Fig. 5: Photothermal synthesis of palladium self-assemblies.
figure 5

a TEM image of palladium nanoparticles synthesized in toluene (orange outline indicating solvent) at 90 °C under conventional heating. b TEM image of elongated palladium nanoparticles synthesized via light treatment at 90 °C. c Silica-encapsulated AuBP nanoparticles isolated from the photothermal reaction in toluene. d Aggregated palladium nanorods synthesized in ethanol (violet outline) under conventional heating at 90 °C. e Palladium self-assemblies obtained from the photothermal reaction at 90 °C. f Isolated SiO2@AuBPs from the same reaction. g Palladium nanorods synthesized in ethanol at 70 °C under conventional heating. h Self-assemblies produced in the photothermal reaction at 70 °C. i Isolated SiO2@AuBPs from the same reaction. Scale bars for (a, b, d, e, g, h) 50 nm, and (c, f, i) 100 nm.

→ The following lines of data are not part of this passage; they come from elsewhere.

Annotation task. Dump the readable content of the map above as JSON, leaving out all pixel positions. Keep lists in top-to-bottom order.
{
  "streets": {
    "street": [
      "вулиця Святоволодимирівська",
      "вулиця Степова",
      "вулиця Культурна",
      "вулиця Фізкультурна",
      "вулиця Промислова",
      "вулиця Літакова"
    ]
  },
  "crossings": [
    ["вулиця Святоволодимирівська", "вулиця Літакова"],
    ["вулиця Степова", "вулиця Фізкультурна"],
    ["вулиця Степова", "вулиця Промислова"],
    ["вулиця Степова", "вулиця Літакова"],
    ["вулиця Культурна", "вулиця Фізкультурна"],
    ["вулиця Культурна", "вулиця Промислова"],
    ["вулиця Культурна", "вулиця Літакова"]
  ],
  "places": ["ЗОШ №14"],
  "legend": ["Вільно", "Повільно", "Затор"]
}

In our work, we established the use of plasmonic photothermal activation of SiO2@AuBPs as a practical option for the synthesis of colloidal nanoparticles with low-energy NIR LEDs as the light sources. An in-depth analysis indicated that the photothermal methodology proceeds through a distinctive mechanism enabling two major advantages. First, the light-assisted synthesis afforded nanoparticle formation at lower temperatures by decreasing the nucleation energy and permitting faster growth kinetics, improving the overall efficiency of the process. Second, applying the light-assisted approach allowed access to diverse superstructures beyond the reach of parallel conventional syntheses. We intend to continue investigating the processes governing the plasmonic photothermal method and utilize this knowledge to rationally design the synthesis of materials for different applications.

Methods

List of materials

All materials were purchased from Sigma-Aldrich unless noted otherwise, and used as it is without further purification. Ultrapure water (type 1, 18.2 MΩ) from Millipore® Direct-Q® 3 with UV was used.

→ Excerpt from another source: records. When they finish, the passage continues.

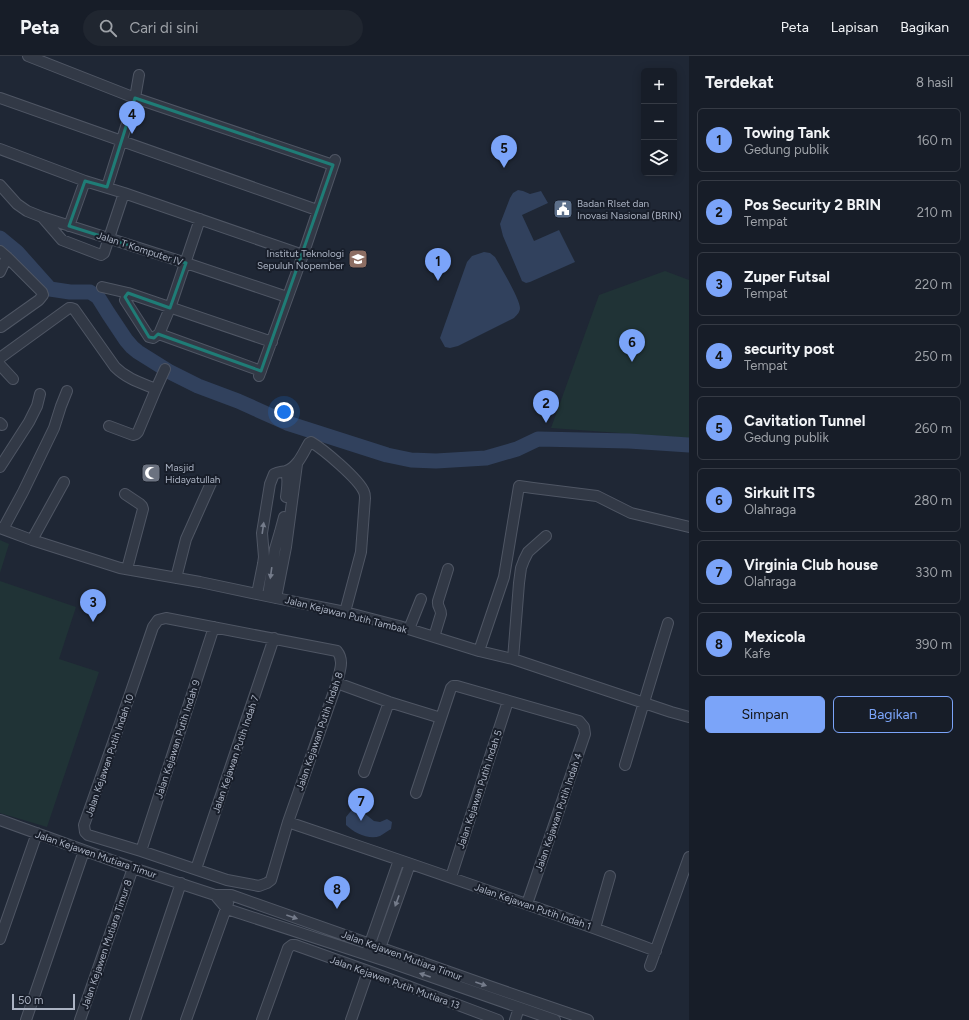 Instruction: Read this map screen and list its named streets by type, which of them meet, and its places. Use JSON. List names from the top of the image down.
{
  "streets": {
    "street": [
      "Jalan T Komputer IV",
      "Jalan Kejawan Putih Tambak",
      "Jalan Kejawan Putih Indah 8",
      "Jalan Kejawan Putih Indah 9",
      "Jalan Kejawan Putih Indah 7",
      "Jalan Kejawan Putih Indah 10",
      "Jalan Kejawan Putih Indah 5",
      "Jalan Kejawan Putih Indah 4",
      "Jalan Kejawen Mutiara Timur",
      "Jalan Kejawan Putih Indah 1",
      "Jalan Kejawen Mutiara Timur 8",
      "Jalan Kejawen Putih Mutiara 13"
    ]
  },
  "crossings": [
    ["Jalan Kejawan Putih Indah 8", "Jalan Kejawan Putih Indah 9"],
    ["Jalan Kejawan Putih Indah 8", "Jalan Kejawan Putih Indah 7"],
    ["Jalan Kejawan Putih Indah 8", "Jalan Kejawan Putih Indah 10"],
    ["Jalan Kejawan Putih Indah 8", "Jalan Kejawan Putih Indah 1"],
    ["Jalan Kejawan Putih Indah 9", "Jalan Kejawan Putih Indah 10"],
    ["Jalan Kejawan Putih Indah 7", "Jalan Kejawan Putih Indah 10"],
    ["Jalan Kejawan Putih Indah 5", "Jalan Kejawan Putih Indah 4"],
    ["Jalan Kejawan Putih Indah 5", "Jalan Kejawan Putih Indah 1"],
    ["Jalan Kejawan Putih Indah 4", "Jalan Kejawan Putih Indah 1"],
    ["Jalan Kejawen Mutiara Timur", "Jalan Kejawen Mutiara Timur 8"]
  ],
  "places": {
    "public building": ["Badan RIset dan Inovasi Nasional (BRIN)"],
    "school or university": ["Institut Teknologi Sepuluh Nopember"],
    "mosque": ["Masjid Hidayatullah"]
  },
  "scale_bar": "50 m",
  "page": {
    "header": "Peta",
    "search": "Cari di sini",
    "nav": ["Peta", "Lapisan", "Bagikan"],
    "heading": ["Terdekat", "8 hasil"],
    "map_buttons": ["+", "−"],
    "pins": [
      "4",
      "5",
      "1",
      "6",
      "2",
      "3",
      "7",
      "8"
    ],
    "list": [
      {
        "mark": "1",
        "name": "Towing Tank",
        "note": "Gedung publik",
        "value": "160 m"
      },
      {
        "mark": "2",
        "name": "Pos Security 2 BRIN",
        "note": "Tempat",
        "value": "210 m"
      },
      {
        "mark": "3",
        "name": "Zuper Futsal",
        "note": "Tempat",
        "value": "220 m"
      },
      {
        "mark": "4",
        "name": "security post",
        "note": "Tempat",
        "value": "250 m"
      },
      {
        "mark": "5",
        "name": "Cavitation Tunnel",
        "note": "Gedung publik",
        "value": "260 m"
      },
      {
        "mark": "6",
        "name": "Sirkuit ITS",
        "note": "Olahraga",
        "value": "280 m"
      },
      {
        "mark": "7",
        "name": "Virginia Club house",
        "note": "Olahraga",
        "value": "330 m"
      },
      {
        "mark": "8",
        "name": "Mexicola",
        "note": "Kafe",
        "value": "390 m"
      }
    ],
    "buttons": ["Simpan", "Bagikan"],
    "scale": "50 m"
  }
} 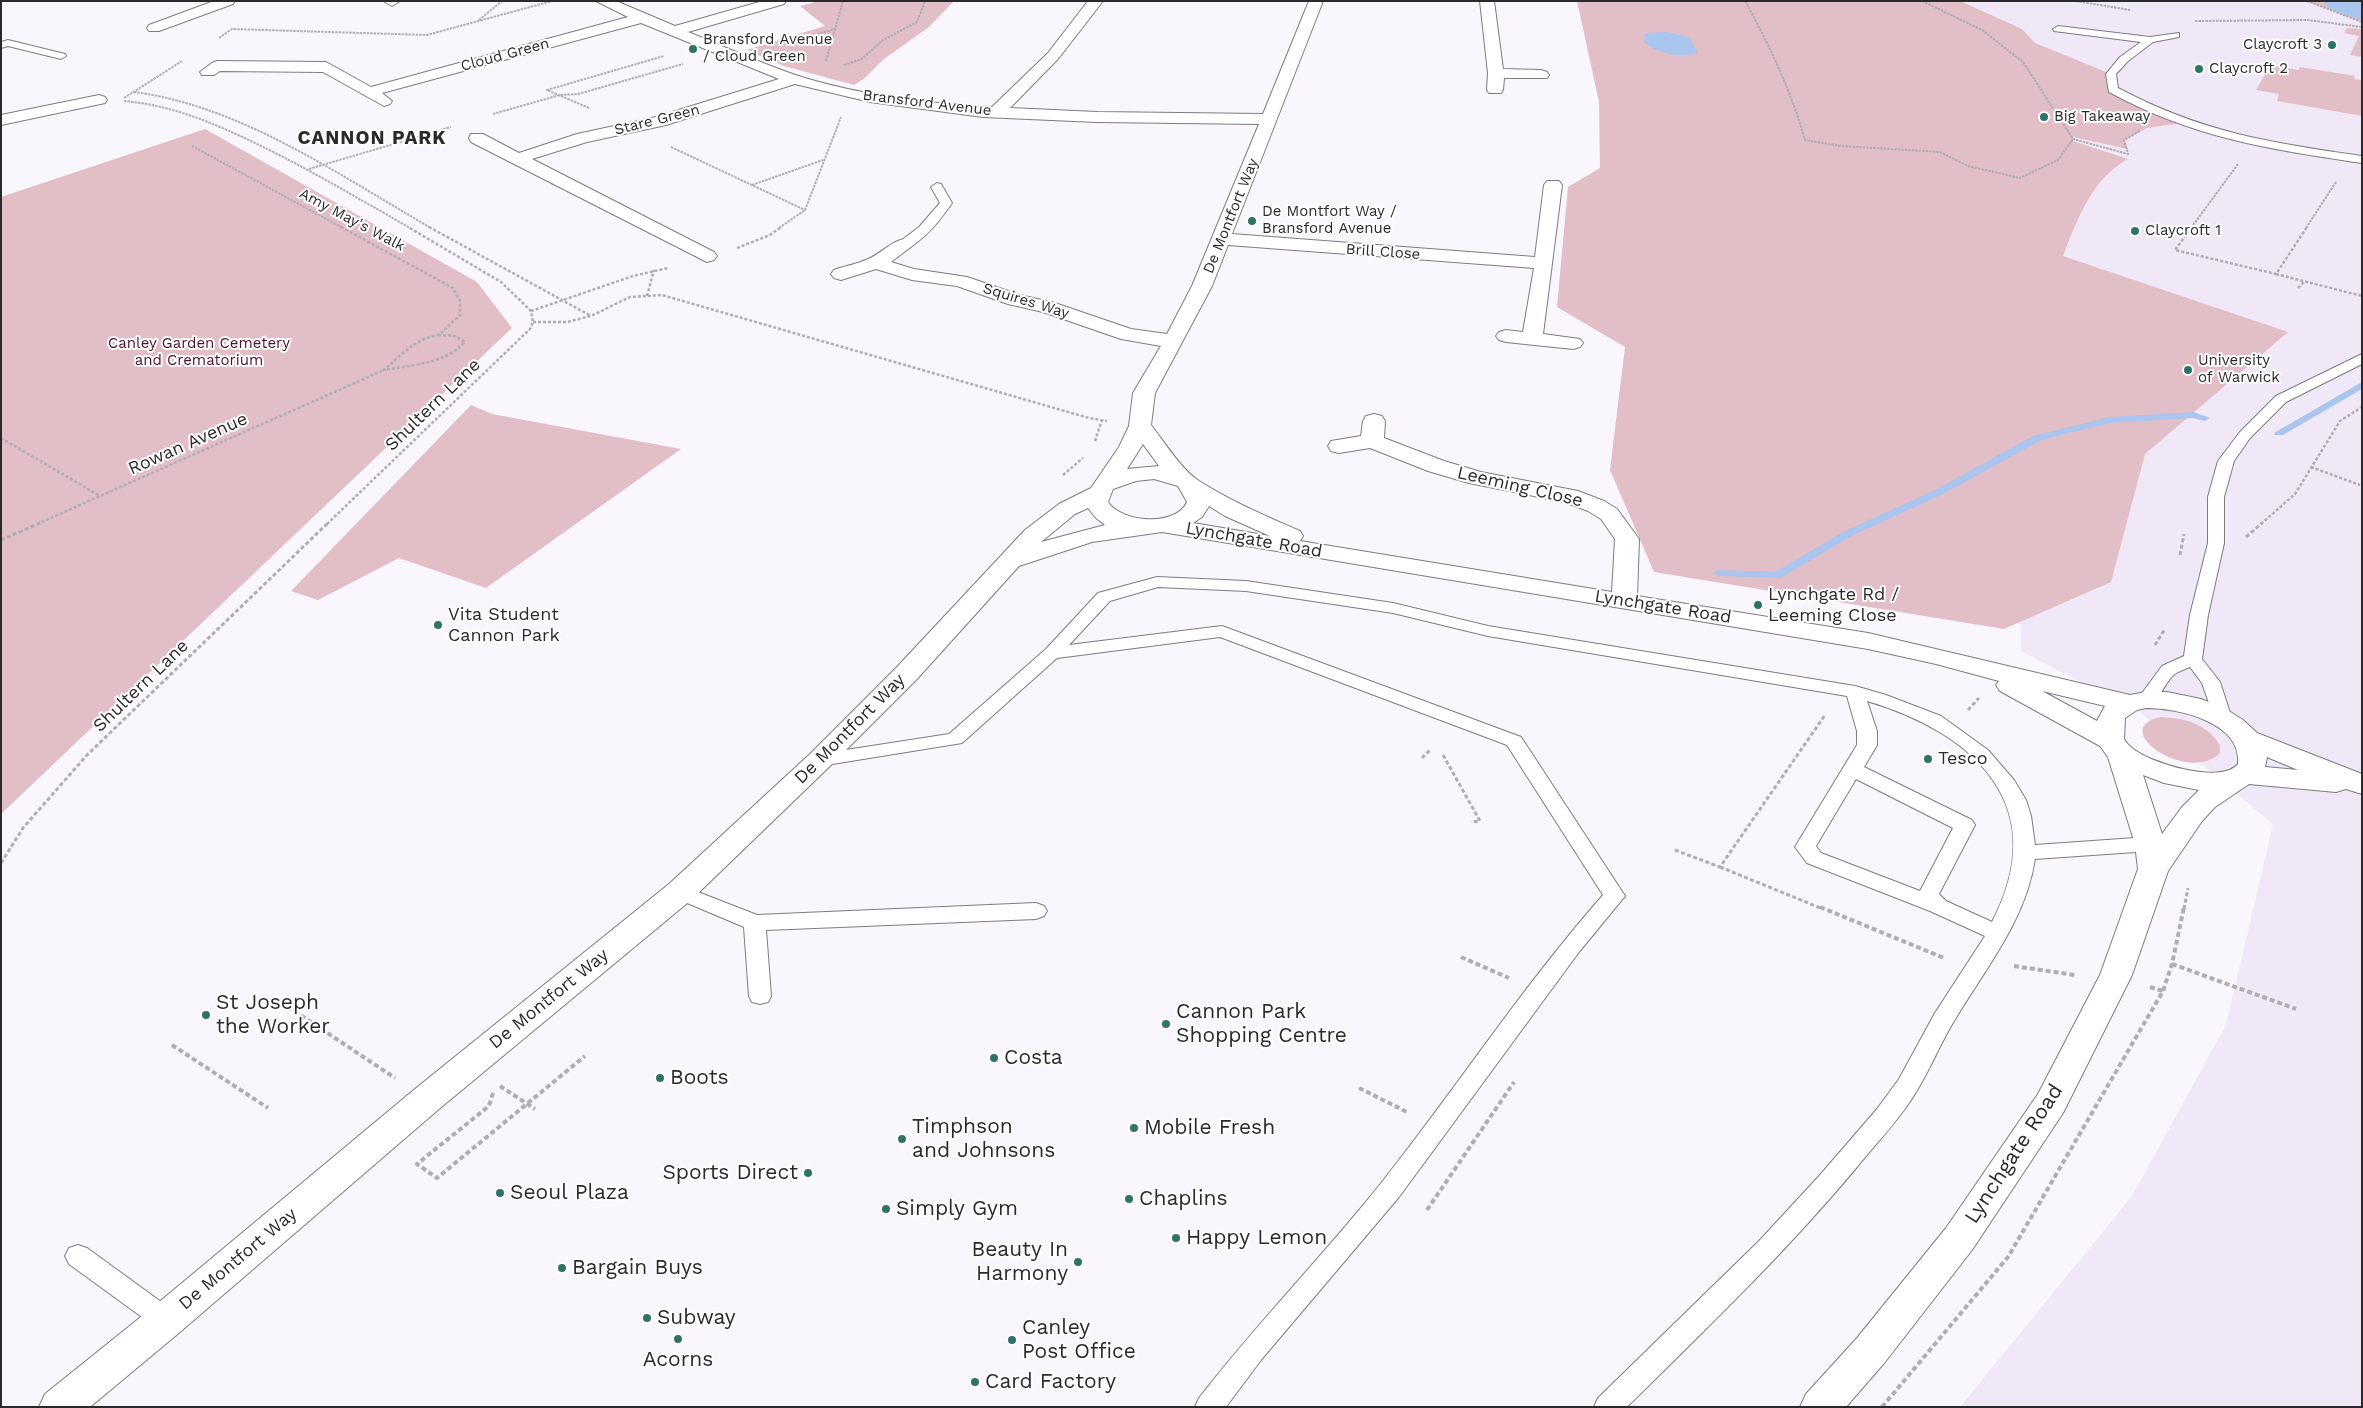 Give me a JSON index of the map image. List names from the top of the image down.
{
  "streets": {
    "street": [
      "Cloud Green",
      "Bransford Avenue",
      "Stare Green",
      "De Montfort Way",
      "Brill Close",
      "Squires Way",
      "Leeming Close",
      "Lynchgate Road"
    ],
    "path": ["Amy May's Walk", "Shultern Lane", "Rowan Avenue"]
  },
  "crossings": [
    ["Cloud Green", "Bransford Avenue"],
    ["Bransford Avenue", "Stare Green"],
    ["Bransford Avenue", "De Montfort Way"],
    ["De Montfort Way", "Brill Close"],
    ["De Montfort Way", "Squires Way"],
    ["De Montfort Way", "Lynchgate Road"],
    ["Amy May's Walk", "Rowan Avenue"],
    ["Leeming Close", "Lynchgate Road"]
  ],
  "districts": ["CANNON PARK"],
  "parks": ["Canley Garden Cemetery and Crematorium"],
  "places": [
    "Claycroft 3",
    "Bransford Avenue / Cloud Green",
    "Claycroft 2",
    "Big Takeaway",
    "De Montfort Way / Bransford Avenue",
    "Claycroft 1",
    "University of Warwick",
    "Lynchgate Rd / Leeming Close",
    "Vita Student Cannon Park",
    "Tesco",
    "St Joseph the Worker",
    "Cannon Park Shopping Centre",
    "Costa",
    "Boots",
    "Mobile Fresh",
    "Timphson and Johnsons",
    "Sports Direct",
    "Seoul Plaza",
    "Chaplins",
    "Simply Gym",
    "Happy Lemon",
    "Beauty In Harmony",
    "Bargain Buys",
    "Subway",
    "Acorns",
    "Canley Post Office",
    "Card Factory"
  ]
}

Cetyltrimethylammonium chloride (CTAC), sodium borohydride (ReagentPlus, 99%), sodium citrate tribasic (BioUltra, ≥99.5%), gold chloride trihydrate (99.9%), cetyltrimethylammonium bromide (CTAB, ≥99%), ascorbic acid (BioXtra, ≥99.0%), hydrochloric acid 32%, silver nitrate (BioXtra, ≥99%), tetraethyl orthosilicate (TEOS, reagent grade 98%), ammonium hydroxide (28% in water 99.9%), ethanol (EtOH, 99.9%, tech Romical), iron (III) chloride hexahydrate (FeCl3 · 6H2O, ACS reagent 97%) were used.

Preparation of silica-coated AuBPs

Seed solution and gold bipyramids were synthesized via seed-mediated growth method described by Sánchez-Iglesias et al.12 5 mL of HAuCl4 (10 mM), 1 mL of AgNO3 (10 mM), and 2 mL of HCl (1 M) were added to a 100 mL solution of CTAB (100 mM) in water. The pre-made seed solution was added right after 0.8 mL of L-ascorbic acid was added with vigorous stirring. Control over AuBP size was achieved by varying the seed solution concentration. The reaction was set at 30 °C for 2 h. Then, the AuBP solution was centrifugated 3 times at 7000 × g for 15 min with 1 mM CTAB in water. The encapsulation of fresh synthesized AuBPs included two processes: First, the mesoporous silica encapsulation was made by adding 30 µL of 0.1 M NaOH and 10 µL of TEOS, to a 10 mL solution of 0.3 mM CTAB and 2 OD AuBPs (measured at maximum LSPR), then, the solution was shaken overnight at 120 rpm and 30 °C. After that, the mesoporous encapsulated AuBPs were centrifuged 4 times with EtOH at 7000 × g for 10 min. The second process, Stöber encapsulation, was made by adding to a 10 mL solution of 4 OD AuBPs (measured at maximum LSPR) in EtOH 250 µL 28% ammonia in water and 25 µL of 20% TEOS in EtOH were added and the solution was set in a shaker at 120 rpm and 30 °C for 12–24 h. Lastly, the solution was washed 3 times with EtOH and concentrated for use. Considering OD is a substitute for concentration then OD volume is substitute for amounts, and considering OD-times volume in the synthesis steps as 100%, the yield of the final particles is ≈30%. A correlation between OD and the actual concentration of gold is shown in Supplementary Fig. 50, specifically, for 1 OD (measured at 850 nm) solution of SiO2@AuBP850, the concentration of Au is ≈19.2 ± 0.1 ppm which corresponds to ≈0.1 mM of Au and approximately 10 pM of AuBPs.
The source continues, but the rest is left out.